═════ GIVEN INFORMATION
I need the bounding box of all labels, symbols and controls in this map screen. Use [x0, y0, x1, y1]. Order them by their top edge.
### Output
══════════
═════ GIVEN INFORMATION
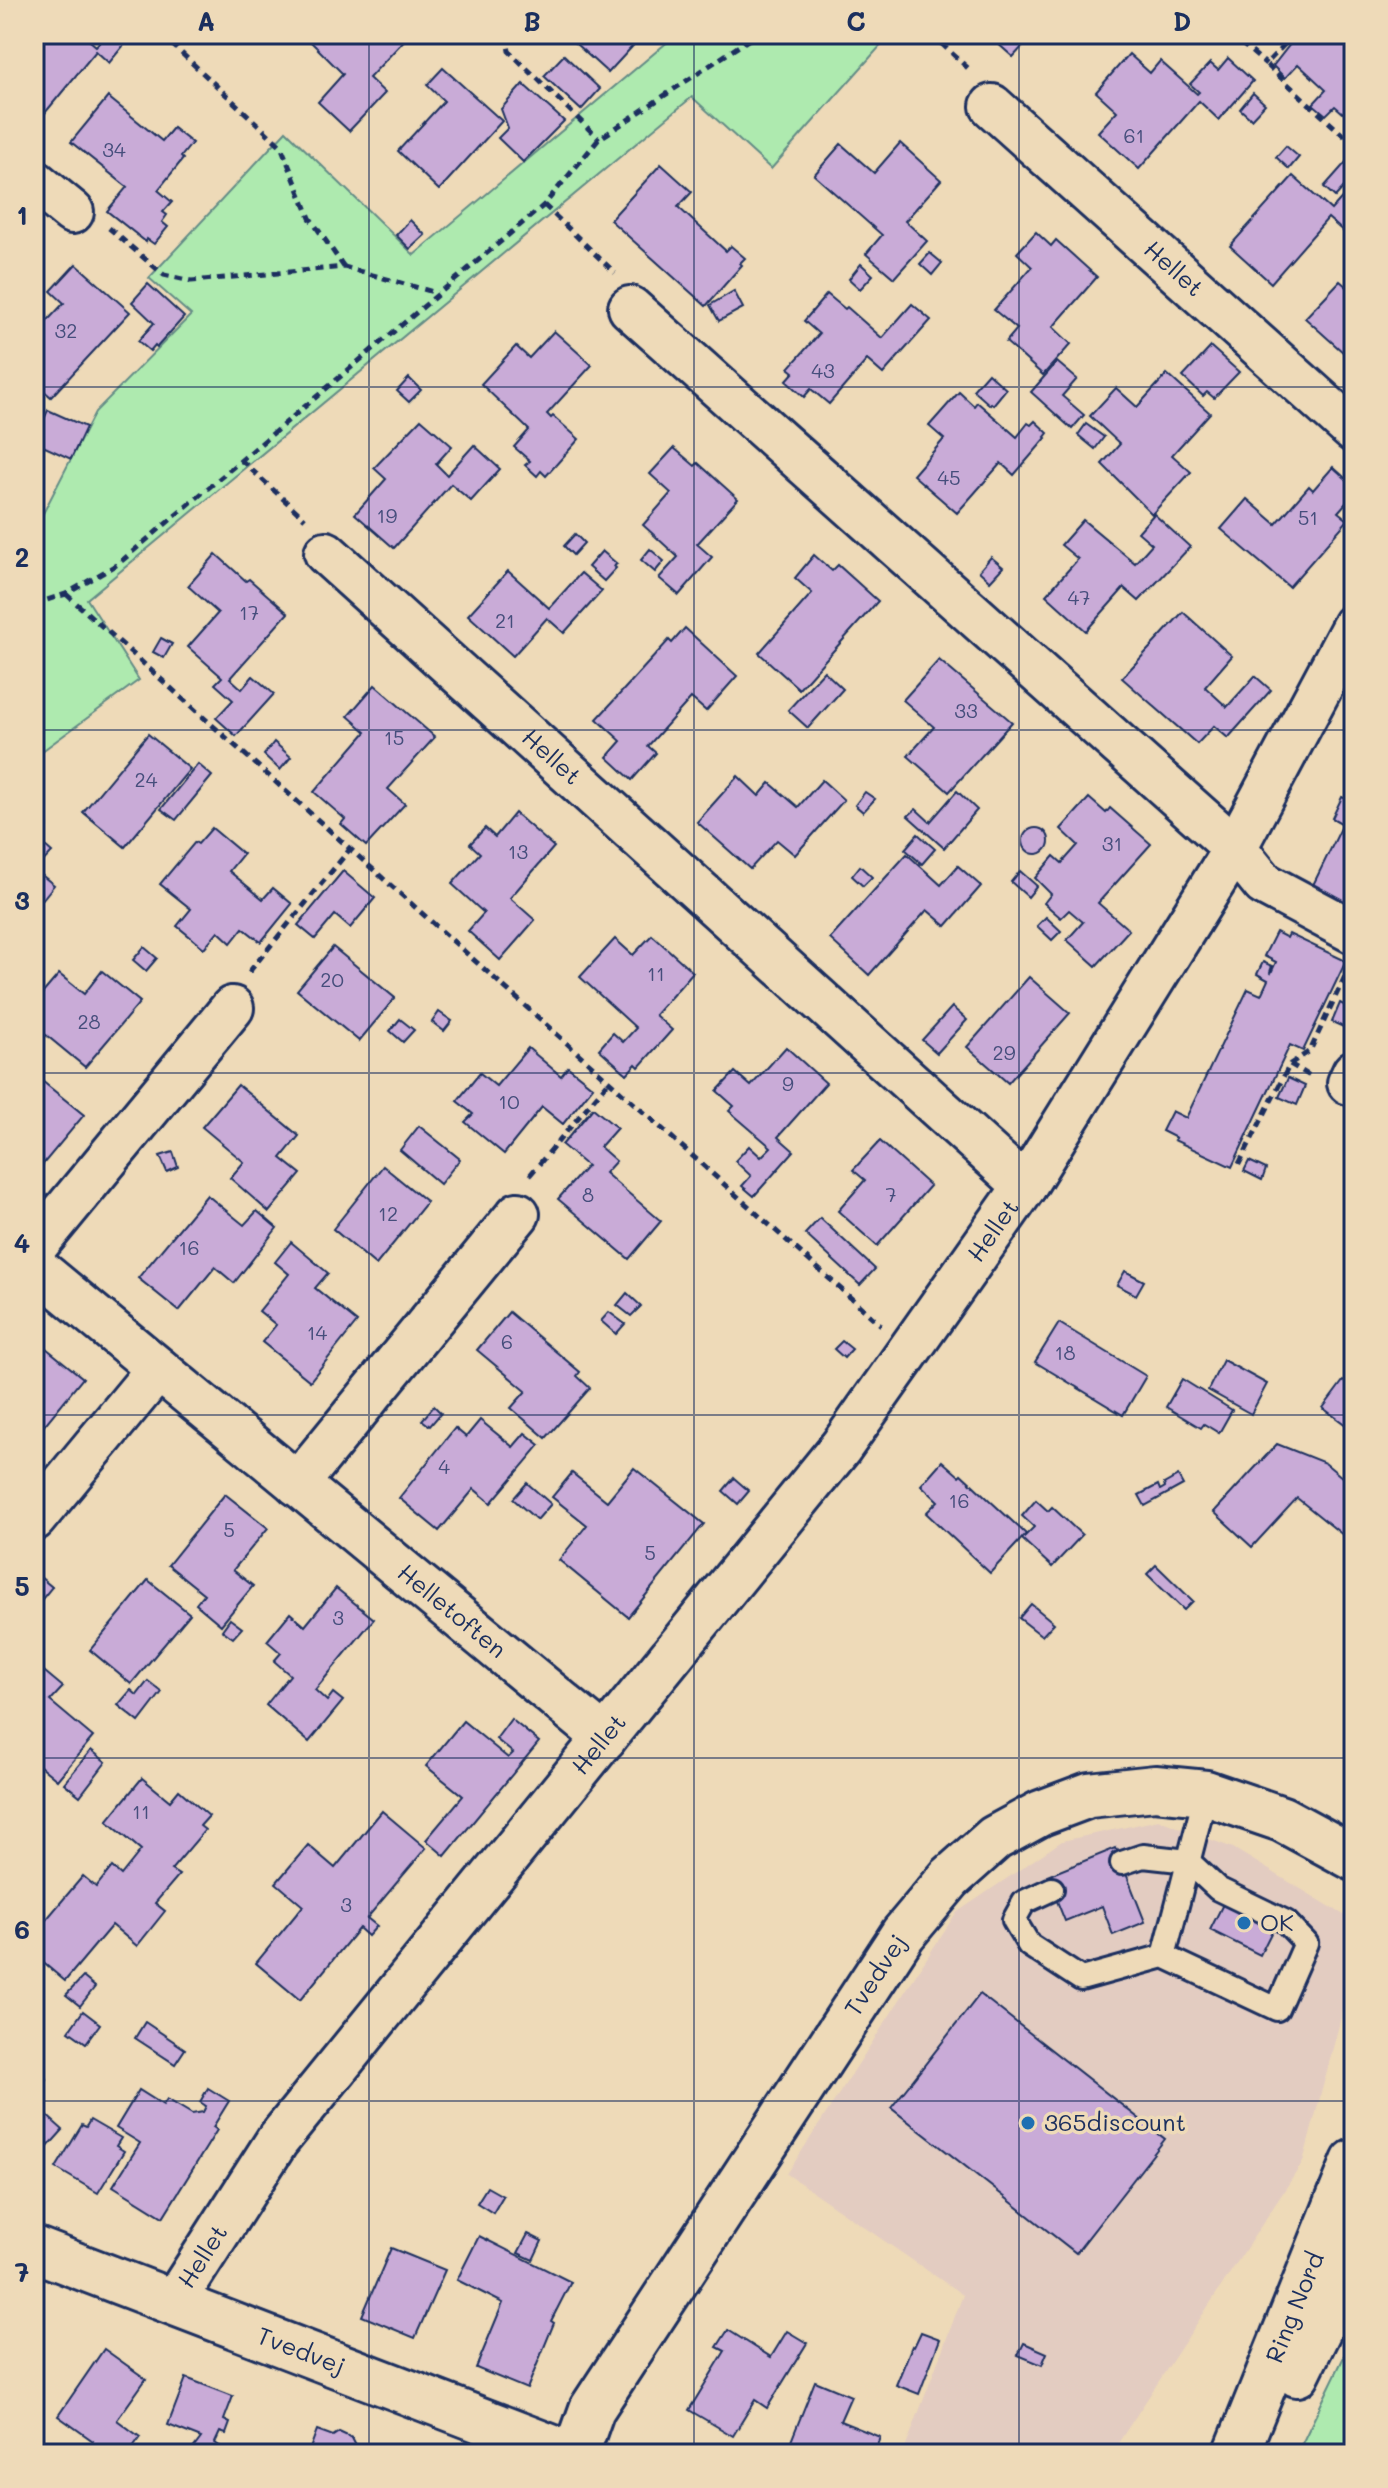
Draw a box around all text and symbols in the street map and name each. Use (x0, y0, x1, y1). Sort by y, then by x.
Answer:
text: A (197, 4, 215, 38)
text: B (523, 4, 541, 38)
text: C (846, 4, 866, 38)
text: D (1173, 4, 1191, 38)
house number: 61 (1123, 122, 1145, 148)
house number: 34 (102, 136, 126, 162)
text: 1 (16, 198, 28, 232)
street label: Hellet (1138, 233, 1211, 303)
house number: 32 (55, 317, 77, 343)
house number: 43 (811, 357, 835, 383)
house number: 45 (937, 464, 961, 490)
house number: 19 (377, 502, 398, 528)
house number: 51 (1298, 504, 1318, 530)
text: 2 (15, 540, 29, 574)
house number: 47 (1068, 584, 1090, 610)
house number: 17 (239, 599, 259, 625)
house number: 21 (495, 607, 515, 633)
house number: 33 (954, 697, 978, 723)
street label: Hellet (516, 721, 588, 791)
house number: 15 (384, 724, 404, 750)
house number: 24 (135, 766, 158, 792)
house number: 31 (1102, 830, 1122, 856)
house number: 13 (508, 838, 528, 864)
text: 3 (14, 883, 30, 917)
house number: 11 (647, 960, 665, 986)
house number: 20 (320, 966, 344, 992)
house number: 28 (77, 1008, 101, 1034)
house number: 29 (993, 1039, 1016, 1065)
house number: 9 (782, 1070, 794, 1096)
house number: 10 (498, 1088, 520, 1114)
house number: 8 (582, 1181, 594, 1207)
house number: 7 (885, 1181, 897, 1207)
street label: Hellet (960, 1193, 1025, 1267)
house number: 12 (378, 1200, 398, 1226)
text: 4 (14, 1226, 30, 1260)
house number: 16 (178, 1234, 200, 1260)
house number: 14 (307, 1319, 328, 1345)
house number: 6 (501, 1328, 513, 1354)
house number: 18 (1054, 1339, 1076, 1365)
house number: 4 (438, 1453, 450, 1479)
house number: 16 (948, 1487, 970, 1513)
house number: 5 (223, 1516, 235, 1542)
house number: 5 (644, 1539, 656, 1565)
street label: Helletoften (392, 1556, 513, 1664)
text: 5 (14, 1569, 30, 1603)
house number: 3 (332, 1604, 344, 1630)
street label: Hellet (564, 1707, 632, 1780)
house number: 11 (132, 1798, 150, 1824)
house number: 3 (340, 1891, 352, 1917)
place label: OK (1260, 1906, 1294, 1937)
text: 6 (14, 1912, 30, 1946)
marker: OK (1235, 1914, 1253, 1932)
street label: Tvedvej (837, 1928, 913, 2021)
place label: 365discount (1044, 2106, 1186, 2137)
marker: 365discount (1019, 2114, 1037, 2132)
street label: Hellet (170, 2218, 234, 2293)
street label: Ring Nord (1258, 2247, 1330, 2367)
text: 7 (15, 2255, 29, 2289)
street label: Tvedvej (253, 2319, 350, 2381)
══════════
The expected answer is one number: how many lines of the material contain the word "symbols".

**EXPECTED OUTPUT:**
2